De hecho, por 100 kilos de la tela de los productos de Humble, 53 provienen de botellas de PET, prendas de vestir en fin de vida y desechos industriales, y 25 provienen de redes de pesca. “Se trata de dar nuevos usos post-consumo y post-industrial a las redes, evitar generar desechos, contaminación y destrucción de nuestro planeta.
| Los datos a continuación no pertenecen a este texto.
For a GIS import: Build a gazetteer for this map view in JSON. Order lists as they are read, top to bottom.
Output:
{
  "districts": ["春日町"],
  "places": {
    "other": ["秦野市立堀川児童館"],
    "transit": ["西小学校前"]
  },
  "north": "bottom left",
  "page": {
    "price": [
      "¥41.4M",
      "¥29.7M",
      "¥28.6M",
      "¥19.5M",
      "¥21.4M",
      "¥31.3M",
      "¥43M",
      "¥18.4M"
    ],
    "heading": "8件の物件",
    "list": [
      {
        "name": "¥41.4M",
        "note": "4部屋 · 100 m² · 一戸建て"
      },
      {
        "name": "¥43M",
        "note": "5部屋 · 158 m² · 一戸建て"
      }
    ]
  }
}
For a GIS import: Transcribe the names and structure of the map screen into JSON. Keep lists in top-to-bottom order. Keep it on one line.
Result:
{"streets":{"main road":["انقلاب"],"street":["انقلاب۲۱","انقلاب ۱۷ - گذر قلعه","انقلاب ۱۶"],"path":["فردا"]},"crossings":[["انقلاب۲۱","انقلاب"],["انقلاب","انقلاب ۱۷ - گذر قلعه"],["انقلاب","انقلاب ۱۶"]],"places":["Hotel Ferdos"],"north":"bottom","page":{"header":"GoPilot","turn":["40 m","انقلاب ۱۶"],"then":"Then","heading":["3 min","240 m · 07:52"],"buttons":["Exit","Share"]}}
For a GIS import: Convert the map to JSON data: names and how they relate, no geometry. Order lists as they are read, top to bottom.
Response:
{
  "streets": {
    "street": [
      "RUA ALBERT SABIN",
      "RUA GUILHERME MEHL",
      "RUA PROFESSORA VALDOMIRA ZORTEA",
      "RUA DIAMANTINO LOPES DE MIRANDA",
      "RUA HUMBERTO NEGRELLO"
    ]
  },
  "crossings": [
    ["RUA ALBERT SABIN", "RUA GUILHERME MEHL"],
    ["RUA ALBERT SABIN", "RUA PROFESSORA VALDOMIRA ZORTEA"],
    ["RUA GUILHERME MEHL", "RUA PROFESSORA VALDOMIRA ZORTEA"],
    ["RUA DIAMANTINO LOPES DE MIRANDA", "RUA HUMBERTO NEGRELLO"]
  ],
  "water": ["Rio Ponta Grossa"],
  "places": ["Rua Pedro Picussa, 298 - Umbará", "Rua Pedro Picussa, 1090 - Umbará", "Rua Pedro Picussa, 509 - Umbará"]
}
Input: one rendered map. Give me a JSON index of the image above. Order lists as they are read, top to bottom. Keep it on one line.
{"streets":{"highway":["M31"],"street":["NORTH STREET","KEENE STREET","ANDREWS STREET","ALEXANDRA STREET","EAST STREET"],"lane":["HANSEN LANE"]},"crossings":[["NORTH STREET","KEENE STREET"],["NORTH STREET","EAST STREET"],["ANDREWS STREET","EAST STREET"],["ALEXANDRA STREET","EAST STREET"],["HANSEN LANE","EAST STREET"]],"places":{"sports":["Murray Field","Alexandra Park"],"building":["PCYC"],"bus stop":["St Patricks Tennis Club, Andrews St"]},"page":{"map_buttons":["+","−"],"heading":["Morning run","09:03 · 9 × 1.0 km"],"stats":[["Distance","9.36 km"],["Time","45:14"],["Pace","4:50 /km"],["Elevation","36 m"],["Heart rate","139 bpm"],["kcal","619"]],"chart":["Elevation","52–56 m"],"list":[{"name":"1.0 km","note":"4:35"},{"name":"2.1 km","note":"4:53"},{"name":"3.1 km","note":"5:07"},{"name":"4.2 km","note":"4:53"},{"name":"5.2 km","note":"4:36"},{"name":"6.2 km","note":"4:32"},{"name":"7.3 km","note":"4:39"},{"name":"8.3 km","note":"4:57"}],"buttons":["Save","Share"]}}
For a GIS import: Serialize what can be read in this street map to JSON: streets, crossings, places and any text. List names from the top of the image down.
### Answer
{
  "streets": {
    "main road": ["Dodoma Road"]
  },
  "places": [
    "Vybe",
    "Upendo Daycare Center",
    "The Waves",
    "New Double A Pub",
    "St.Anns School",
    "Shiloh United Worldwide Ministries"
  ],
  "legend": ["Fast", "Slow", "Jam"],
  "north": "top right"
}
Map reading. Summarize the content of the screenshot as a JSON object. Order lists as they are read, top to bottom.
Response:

El fin es dar la mejor segunda vida posible a deshechos y de la mejor manera posible”, asegura François Bacourt, cofundador de la firma.
Los tejidos de las prendas están diseñados para garantizar el mejor rendimiento y todas las características técnicas necesarias para la producción de prendas de alta tecnología que garantiza: opacidad (una característica importante en el caso de los leggins); excelente transpirabilidad, ya que la humedad se transfiere rápidamente a la capa externa de las prendas para mantener la piel fresca y seca, evitando la propagación de bacterias que pueden causar mal olor; retención de la forma, que se consigue gracias al uso de materias primas de alta calidad y la construcción innovadora de fibras que mejoran la durabilidad y resistencia al lavado de las prendas; ajuste perfecto y excelente confort, ya que los tejidos deportivos deben abrazar la silueta y seguir los movimientos del cuerpo sin restricciones para garantizar la máxima libertad de movimiento; y protección UV, para que la piel esté protegida de agentes externos, y especialmente de los rayos UV, cada vez que se practica deporte, tanto en verano como en invierno.
Actualmente la colección cuenta con productos para hombres y mujeres como camisetas, shorts y leggins. Además la firma ya está trabajando en una colección de equipamiento de boxeo con el que sustituirán el cuero natural por cuero vegetal hecho a partir de residuos de las fibras de hoja de la piña.
Para el envío de los productos Humble utiliza envases hechos con celulosa de maíz, que son compostables y muy resistentes. Tienen unas emisiones de carbono negativas y la tinta de los mismos también es sostenible.